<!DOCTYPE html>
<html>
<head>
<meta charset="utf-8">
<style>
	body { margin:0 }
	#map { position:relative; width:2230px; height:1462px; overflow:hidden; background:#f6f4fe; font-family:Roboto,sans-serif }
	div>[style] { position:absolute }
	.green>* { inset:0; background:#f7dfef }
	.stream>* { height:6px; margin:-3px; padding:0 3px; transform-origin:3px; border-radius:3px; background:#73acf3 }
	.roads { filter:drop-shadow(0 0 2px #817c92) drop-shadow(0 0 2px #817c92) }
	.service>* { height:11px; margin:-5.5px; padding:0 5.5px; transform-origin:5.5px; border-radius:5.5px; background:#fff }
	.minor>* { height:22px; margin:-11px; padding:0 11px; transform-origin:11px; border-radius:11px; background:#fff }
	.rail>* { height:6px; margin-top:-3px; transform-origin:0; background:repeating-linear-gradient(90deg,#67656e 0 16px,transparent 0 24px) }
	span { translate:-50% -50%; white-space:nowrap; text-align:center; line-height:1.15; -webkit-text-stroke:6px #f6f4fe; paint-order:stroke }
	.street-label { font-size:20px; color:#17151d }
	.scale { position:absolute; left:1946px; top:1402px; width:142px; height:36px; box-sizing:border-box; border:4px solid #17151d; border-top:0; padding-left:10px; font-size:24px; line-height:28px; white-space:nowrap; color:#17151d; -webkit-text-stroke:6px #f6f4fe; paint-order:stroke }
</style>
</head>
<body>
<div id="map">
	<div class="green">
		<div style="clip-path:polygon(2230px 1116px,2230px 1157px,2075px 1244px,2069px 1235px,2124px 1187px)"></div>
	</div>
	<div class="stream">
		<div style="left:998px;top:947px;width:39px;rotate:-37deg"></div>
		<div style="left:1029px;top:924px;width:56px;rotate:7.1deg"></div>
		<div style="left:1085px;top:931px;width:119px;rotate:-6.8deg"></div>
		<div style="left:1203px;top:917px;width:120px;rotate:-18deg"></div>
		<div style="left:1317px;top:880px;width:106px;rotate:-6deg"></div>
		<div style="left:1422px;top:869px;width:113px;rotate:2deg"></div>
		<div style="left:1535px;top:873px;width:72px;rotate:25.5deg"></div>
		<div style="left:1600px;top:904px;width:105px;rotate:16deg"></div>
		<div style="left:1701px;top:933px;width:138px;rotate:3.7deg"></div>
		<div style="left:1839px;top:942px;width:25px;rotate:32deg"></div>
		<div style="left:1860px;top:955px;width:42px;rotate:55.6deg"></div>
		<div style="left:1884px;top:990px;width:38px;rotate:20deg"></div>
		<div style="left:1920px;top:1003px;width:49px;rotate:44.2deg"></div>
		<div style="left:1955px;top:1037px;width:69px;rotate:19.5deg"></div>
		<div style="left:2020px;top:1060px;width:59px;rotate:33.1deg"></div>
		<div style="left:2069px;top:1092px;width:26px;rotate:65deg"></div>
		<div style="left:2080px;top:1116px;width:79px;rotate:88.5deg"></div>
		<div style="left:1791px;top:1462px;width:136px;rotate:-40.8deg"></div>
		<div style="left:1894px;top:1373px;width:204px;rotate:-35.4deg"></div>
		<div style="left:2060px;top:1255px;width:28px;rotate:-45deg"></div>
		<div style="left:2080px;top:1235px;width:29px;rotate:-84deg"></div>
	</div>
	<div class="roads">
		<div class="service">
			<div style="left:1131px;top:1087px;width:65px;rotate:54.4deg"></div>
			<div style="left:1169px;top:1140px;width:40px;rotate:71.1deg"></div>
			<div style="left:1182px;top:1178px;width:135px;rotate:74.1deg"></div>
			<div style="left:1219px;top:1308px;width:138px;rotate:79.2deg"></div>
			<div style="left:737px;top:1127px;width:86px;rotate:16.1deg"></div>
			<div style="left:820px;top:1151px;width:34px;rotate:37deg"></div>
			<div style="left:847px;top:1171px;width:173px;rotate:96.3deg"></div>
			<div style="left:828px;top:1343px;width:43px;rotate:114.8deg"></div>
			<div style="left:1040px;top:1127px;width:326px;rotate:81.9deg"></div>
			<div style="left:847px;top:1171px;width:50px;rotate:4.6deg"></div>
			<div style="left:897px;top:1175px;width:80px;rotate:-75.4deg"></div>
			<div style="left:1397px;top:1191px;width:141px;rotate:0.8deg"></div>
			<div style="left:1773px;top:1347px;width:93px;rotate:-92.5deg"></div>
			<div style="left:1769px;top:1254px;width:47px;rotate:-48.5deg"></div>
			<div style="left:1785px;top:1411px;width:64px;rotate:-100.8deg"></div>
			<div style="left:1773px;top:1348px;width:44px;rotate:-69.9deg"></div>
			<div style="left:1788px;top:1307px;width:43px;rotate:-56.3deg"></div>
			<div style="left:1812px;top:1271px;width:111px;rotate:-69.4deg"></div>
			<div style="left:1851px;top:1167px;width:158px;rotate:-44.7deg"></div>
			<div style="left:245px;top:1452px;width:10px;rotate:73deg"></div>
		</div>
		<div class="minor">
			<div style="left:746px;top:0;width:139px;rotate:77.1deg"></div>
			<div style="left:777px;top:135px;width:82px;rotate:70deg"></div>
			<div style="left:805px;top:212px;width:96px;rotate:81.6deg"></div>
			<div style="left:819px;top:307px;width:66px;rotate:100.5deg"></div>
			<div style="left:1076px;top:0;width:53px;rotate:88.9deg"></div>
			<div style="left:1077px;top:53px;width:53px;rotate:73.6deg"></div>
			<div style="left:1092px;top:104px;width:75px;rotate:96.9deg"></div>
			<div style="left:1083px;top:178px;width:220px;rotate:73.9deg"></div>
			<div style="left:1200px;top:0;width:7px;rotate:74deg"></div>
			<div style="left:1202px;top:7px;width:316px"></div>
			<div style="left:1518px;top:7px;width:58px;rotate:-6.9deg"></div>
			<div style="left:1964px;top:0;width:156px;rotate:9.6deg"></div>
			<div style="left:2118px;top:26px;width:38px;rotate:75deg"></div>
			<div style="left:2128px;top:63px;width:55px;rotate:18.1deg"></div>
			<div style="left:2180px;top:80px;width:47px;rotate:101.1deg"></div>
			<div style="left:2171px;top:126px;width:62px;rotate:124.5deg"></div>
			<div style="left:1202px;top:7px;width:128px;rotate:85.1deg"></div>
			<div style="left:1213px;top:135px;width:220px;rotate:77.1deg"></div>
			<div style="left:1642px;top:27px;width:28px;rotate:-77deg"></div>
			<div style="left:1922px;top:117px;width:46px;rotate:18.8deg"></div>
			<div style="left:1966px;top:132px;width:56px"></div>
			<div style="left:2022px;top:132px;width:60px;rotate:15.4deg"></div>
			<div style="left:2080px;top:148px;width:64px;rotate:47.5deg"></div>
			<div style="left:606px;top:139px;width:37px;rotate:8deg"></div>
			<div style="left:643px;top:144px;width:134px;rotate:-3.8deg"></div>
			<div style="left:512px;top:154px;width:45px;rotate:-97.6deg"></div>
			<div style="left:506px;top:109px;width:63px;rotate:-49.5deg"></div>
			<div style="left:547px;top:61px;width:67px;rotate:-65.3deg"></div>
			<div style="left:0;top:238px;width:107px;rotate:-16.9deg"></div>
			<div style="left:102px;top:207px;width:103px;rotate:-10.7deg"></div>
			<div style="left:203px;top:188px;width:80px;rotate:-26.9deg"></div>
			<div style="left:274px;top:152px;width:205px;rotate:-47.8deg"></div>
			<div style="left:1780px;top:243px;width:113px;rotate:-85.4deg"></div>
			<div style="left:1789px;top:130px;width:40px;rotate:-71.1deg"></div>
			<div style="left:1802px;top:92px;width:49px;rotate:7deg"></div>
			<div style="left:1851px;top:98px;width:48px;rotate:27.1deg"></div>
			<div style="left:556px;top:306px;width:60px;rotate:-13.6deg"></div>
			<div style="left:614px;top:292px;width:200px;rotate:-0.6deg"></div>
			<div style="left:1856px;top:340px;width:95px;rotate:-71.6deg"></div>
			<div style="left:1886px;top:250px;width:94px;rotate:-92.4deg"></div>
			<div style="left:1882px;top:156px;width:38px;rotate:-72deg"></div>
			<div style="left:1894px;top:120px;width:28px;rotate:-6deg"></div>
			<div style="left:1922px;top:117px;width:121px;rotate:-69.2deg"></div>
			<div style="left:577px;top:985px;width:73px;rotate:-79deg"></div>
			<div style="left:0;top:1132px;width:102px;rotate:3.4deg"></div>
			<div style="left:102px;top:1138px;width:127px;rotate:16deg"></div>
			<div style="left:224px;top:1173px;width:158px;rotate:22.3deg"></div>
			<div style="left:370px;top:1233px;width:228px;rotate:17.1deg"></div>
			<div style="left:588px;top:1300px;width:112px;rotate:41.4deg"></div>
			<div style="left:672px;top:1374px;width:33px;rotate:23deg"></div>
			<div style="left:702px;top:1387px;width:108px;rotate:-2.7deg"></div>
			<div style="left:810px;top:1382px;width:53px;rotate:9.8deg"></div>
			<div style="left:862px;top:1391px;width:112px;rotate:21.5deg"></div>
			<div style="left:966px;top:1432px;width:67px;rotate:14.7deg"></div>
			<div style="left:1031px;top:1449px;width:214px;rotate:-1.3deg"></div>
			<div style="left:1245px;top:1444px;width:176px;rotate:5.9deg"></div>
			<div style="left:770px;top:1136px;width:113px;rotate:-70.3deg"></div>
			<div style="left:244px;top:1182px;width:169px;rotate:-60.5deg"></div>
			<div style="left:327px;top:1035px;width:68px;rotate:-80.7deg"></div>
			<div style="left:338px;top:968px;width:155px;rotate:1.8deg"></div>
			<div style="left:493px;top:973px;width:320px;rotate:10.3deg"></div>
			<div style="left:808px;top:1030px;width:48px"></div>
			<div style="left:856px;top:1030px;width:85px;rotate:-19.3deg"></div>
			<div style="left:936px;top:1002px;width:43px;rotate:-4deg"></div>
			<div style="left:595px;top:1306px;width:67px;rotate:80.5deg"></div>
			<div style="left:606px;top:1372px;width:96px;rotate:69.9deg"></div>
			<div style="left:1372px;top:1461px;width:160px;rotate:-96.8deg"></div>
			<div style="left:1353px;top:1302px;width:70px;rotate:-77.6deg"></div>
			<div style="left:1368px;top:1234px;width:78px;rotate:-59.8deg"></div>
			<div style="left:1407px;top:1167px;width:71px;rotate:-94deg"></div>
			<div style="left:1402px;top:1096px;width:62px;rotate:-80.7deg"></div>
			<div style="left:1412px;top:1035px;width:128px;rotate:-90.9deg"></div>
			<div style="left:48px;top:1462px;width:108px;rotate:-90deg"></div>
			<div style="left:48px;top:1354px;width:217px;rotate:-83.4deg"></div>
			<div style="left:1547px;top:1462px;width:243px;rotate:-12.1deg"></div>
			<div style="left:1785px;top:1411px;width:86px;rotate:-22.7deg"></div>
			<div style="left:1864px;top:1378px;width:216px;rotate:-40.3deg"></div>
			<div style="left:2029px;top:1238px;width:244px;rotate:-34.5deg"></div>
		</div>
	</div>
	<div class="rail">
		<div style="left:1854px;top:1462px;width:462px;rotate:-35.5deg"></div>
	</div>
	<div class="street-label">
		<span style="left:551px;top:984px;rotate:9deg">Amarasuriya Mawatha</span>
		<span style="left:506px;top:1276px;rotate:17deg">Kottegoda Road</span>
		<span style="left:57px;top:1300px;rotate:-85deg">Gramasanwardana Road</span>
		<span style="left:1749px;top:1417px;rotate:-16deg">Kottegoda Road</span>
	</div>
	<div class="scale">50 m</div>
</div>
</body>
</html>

**Aim of the exercise**: Referring to the material above, set down exactly the lines between the line with "position:relative; width:2230px; height:1462px;" and the line with "height:11px; margin:-5.5px; padding:0", inclusive, and no other lines.

**Exercise answer**:
	#map { position:relative; width:2230px; height:1462px; overflow:hidden; background:#f6f4fe; font-family:Roboto,sans-serif }
	div>[style] { position:absolute }
	.green>* { inset:0; background:#f7dfef }
	.stream>* { height:6px; margin:-3px; padding:0 3px; transform-origin:3px; border-radius:3px; background:#73acf3 }
	.roads { filter:drop-shadow(0 0 2px #817c92) drop-shadow(0 0 2px #817c92) }
	.service>* { height:11px; margin:-5.5px; padding:0 5.5px; transform-origin:5.5px; border-radius:5.5px; background:#fff }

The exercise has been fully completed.